No fue España el único lugar en el que se registraron incidentes. En otros puntos del Viejo Continente, como en Alemania, miles de personas marcharon por las calles para mostrar su rechazo al pacto y pedir una agricultura más respetuosa.
Una nutrida delegación
Mientras a este lado del charco los agricultores llenaban las calles en señal de protesta, al otro lado una nutrida delegación de dirigentes firmaban el acuerdo. La delegación europea estuvo encabezada por Von der Leyen, el presidente del Consejo Europeo, António Costa, y el comisario de Comercio, Maros Sefcovic. Por parte sudamericana participaron los presidentes de Paraguay, Santiago Peña; de Uruguay, Yamandú Orsi; y de Argentina, Javier Milei. El presidente de Brasil, Luiz Inácio Lula da Silva, no asistió al acto por motivos de agenda, tras explicar que la firma estaba inicialmente prevista a nivel ministerial.

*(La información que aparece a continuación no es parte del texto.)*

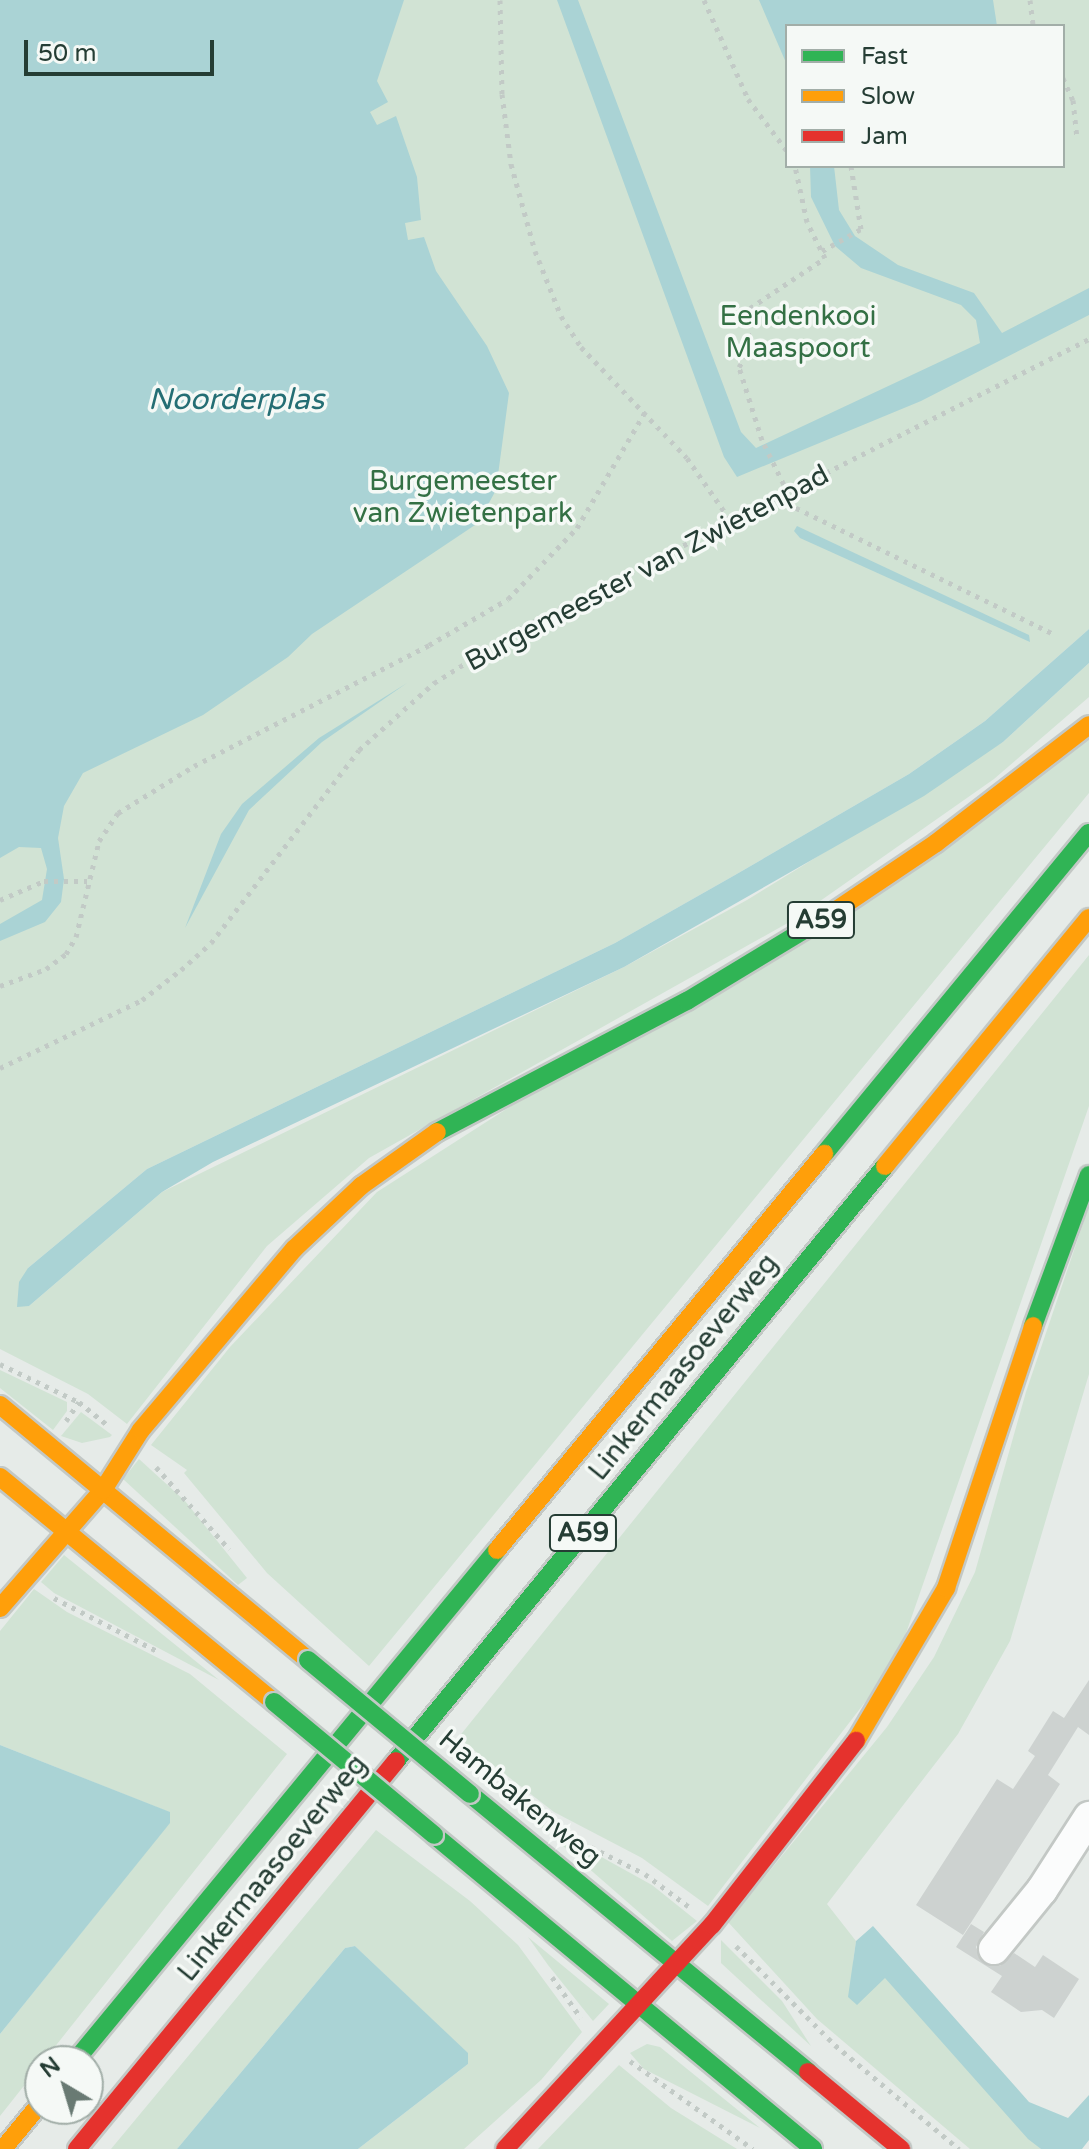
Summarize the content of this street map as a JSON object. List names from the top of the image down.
{
  "streets": {
    "main road": ["A59", "Linkermaasoeverweg", "Hambakenweg"],
    "path": ["Burgemeester van Zwietenpad"]
  },
  "crossings": [
    ["A59", "Hambakenweg"]
  ],
  "water": ["Noorderplas"],
  "parks": ["Eendenkooi Maaspoort", "Burgemeester van Zwietenpark"],
  "legend": ["Fast", "Slow", "Jam"],
  "scale_bar": "50 m",
  "north": "top left"
}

Desde el punto de vista económico, el acuerdo contempla la eliminación progresiva de aranceles para las dos zonas, la apertura de los mercados de contratación pública y un marco regulatorio estable para el comercio y la inversión entre ambas regiones. Bruselas destaca su impacto potencial sobre las pequeñas y medianas empresas, así como su contribución a la diversificación de cadenas de suministro y al acceso europeo a materias primas estratégicas vinculadas a la transición energética.
Para entender el Mercosur hay que retrotraerse hasta inicios de los 90. El Mercado Común del Sur es un acuerdo ya firme y en vigor entre países de Latinoamérica para integrar sus economías y crear un espacio común. Los fundadores, que arrancaron su andadura en 1991, eran Argentina, Brasil, Paraguay y Uruguay, un club al que posteriormente se incorporaron Venezuela y Bolivia, aunque el primero fue expulsado y el segundo todavía está en trámites para hacer efectiva su adhesión. El objetivo que perseguían todos ellos era precisamente promover el libre comercio, un horizonte que ahora pintan más ambicioso.

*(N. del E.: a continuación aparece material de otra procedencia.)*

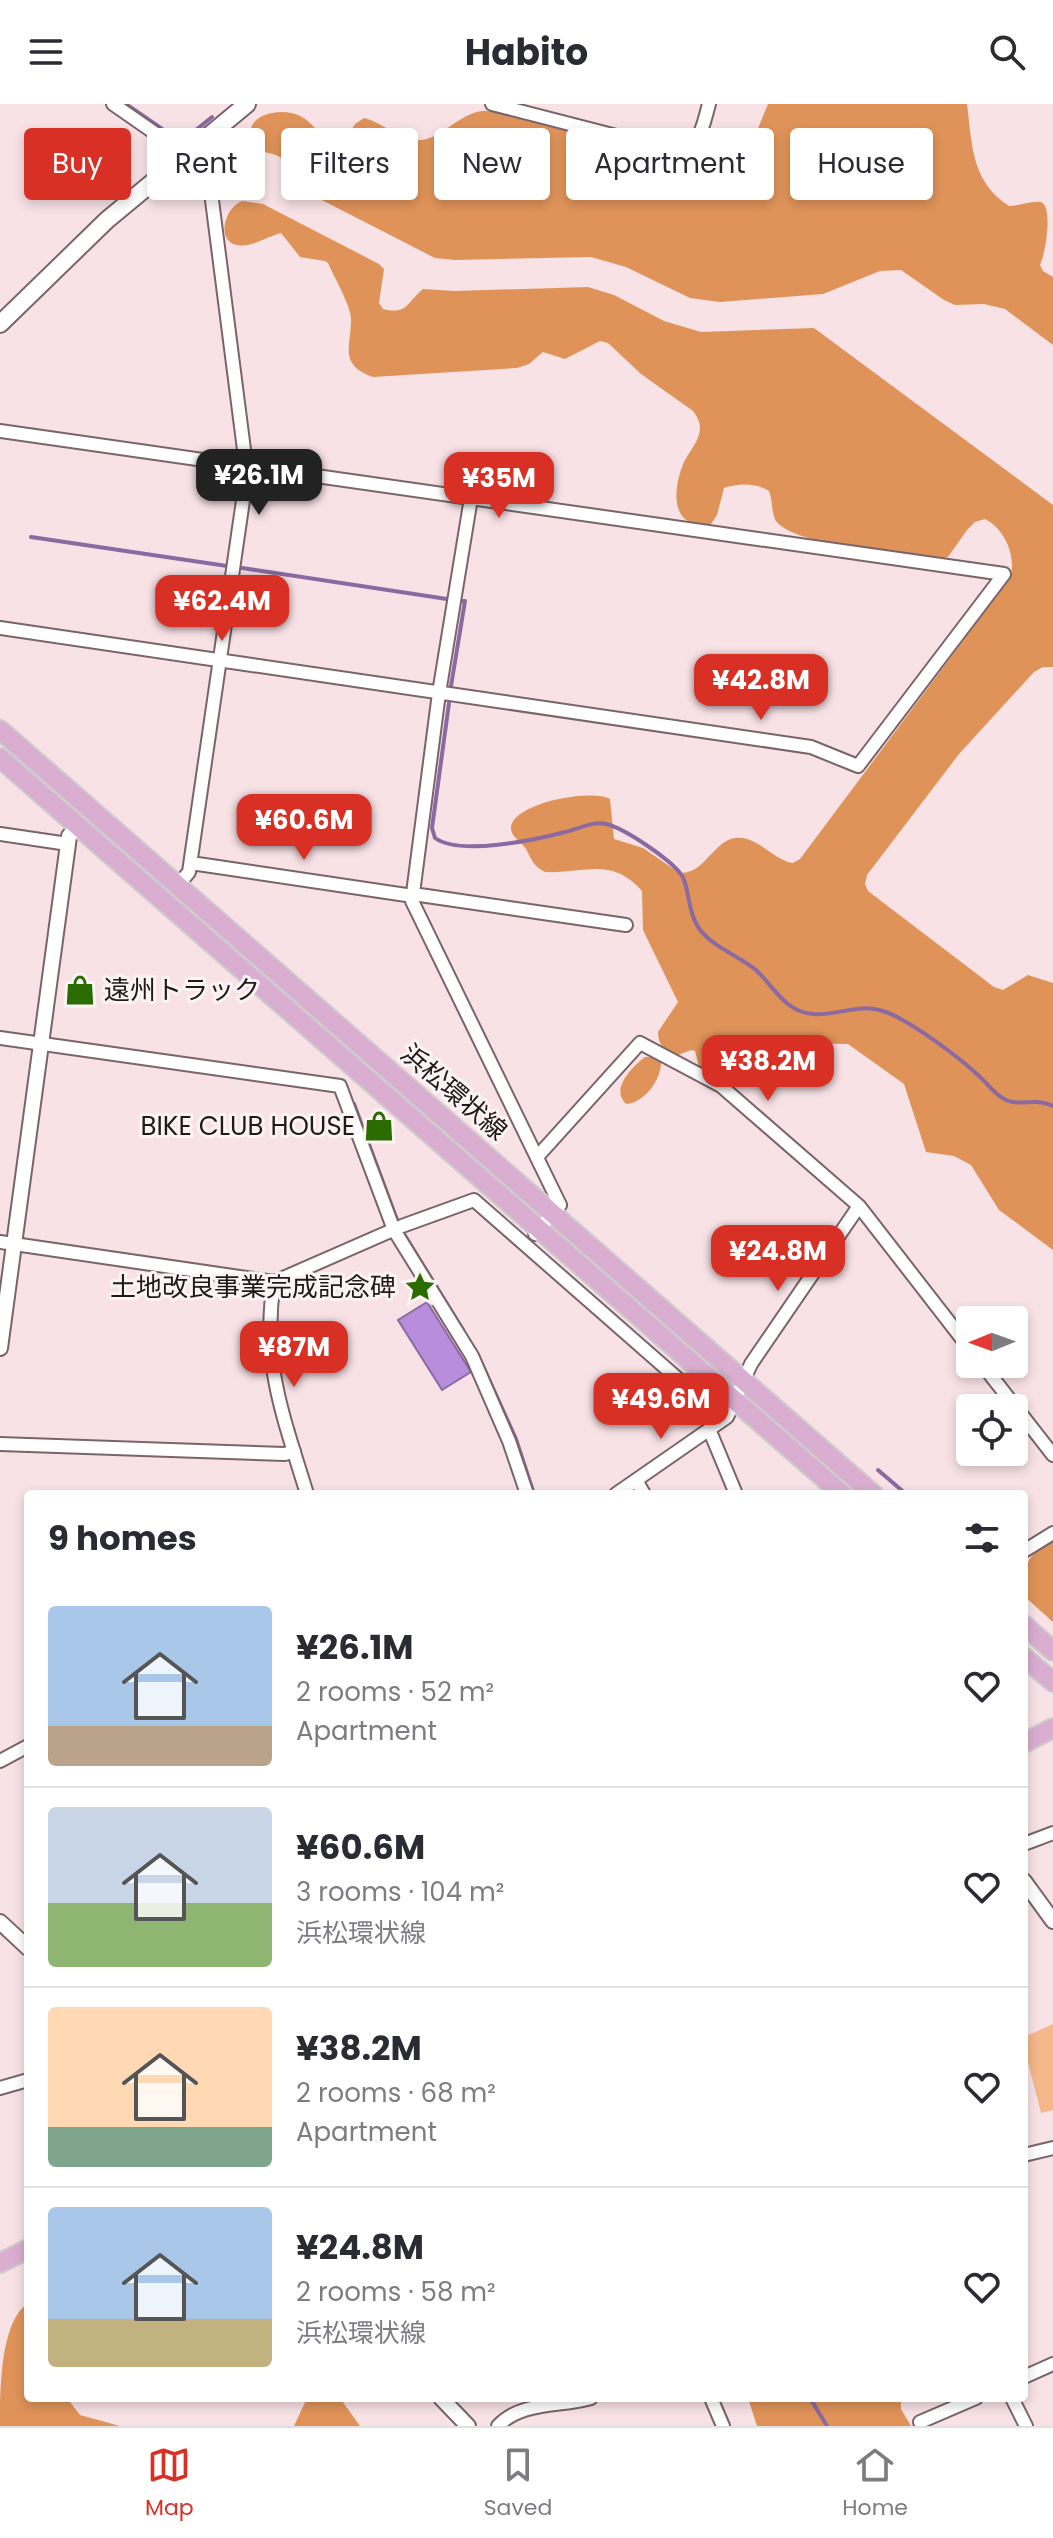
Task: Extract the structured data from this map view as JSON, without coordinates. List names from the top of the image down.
{
  "streets": {
    "main road": ["浜松環状線"]
  },
  "places": {
    "shop": ["遠州トラック", "BIKE CLUB HOUSE"],
    "place": ["土地改良事業完成記念碑"]
  },
  "north": "left",
  "page": {
    "header": "Habito",
    "chip": [
      "Buy",
      "Rent",
      "Filters",
      "New",
      "Apartment",
      "House"
    ],
    "price": [
      "¥26.1M",
      "¥35M",
      "¥62.4M",
      "¥42.8M",
      "¥60.6M",
      "¥38.2M",
      "¥24.8M",
      "¥87M",
      "¥49.6M"
    ],
    "heading": "9 homes",
    "list": [
      {
        "name": "¥26.1M",
        "note": "2 rooms · 52 m² · Apartment"
      },
      {
        "name": "¥60.6M",
        "note": "3 rooms · 104 m² · 浜松環状線"
      },
      {
        "name": "¥38.2M",
        "note": "2 rooms · 68 m² · Apartment"
      },
      {
        "name": "¥24.8M",
        "note": "2 rooms · 58 m² · 浜松環状線"
      }
    ],
    "tabs": ["Map", "Saved", "Home"]
  }
}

En términos procedimentales, la parte comercial del acuerdo —competencia exclusiva de la Unión Europea— podrá entrar en vigor de forma interina una vez que el primer país del Mercosur complete su ratificación, sin necesidad de esperar al consentimiento del Parlamento Europeo. La Eurocámara, que aún no ha fijado fecha para el voto, afronta un debate fragmentado, muy condicionado por intereses nacionales y sectoriales, especialmente en el ámbito agrícola.
Debate fragmentado
El Parlamento Europeo solo podrá aprobar o rechazar el acuerdo en su conjunto, sin posibilidad de introducir enmiendas. Mientras tanto, la próxima sesión plenaria debatirá dos resoluciones —presentadas por la ultraderecha y la izquierda radical— que solicitan llevar la firma ante el Tribunal de Justicia de la UE, lo que añade incertidumbre jurídica al calendario. Para la aplicación definitiva del acuerdo de asociación será necesaria además la ratificación unánime de los 27 Estados miembros. La votación que autorizó la firma ya puso de manifiesto las divisiones internas: Francia, Hungría, Polonia, Irlanda y Austria votaron en contra, Bélgica se abstuvo y solo 21 países respaldaron el texto. Pese a estas reticencias, Bruselas considera que el acuerdo refuerza la posición económica de la UE en un escenario global más fragmentado y ofrece una plataforma estable para profundizar las relaciones comerciales con América del Sur, una región clave tanto por su potencial de crecimiento como por su papel en el suministro de materias primas y productos agrícolas.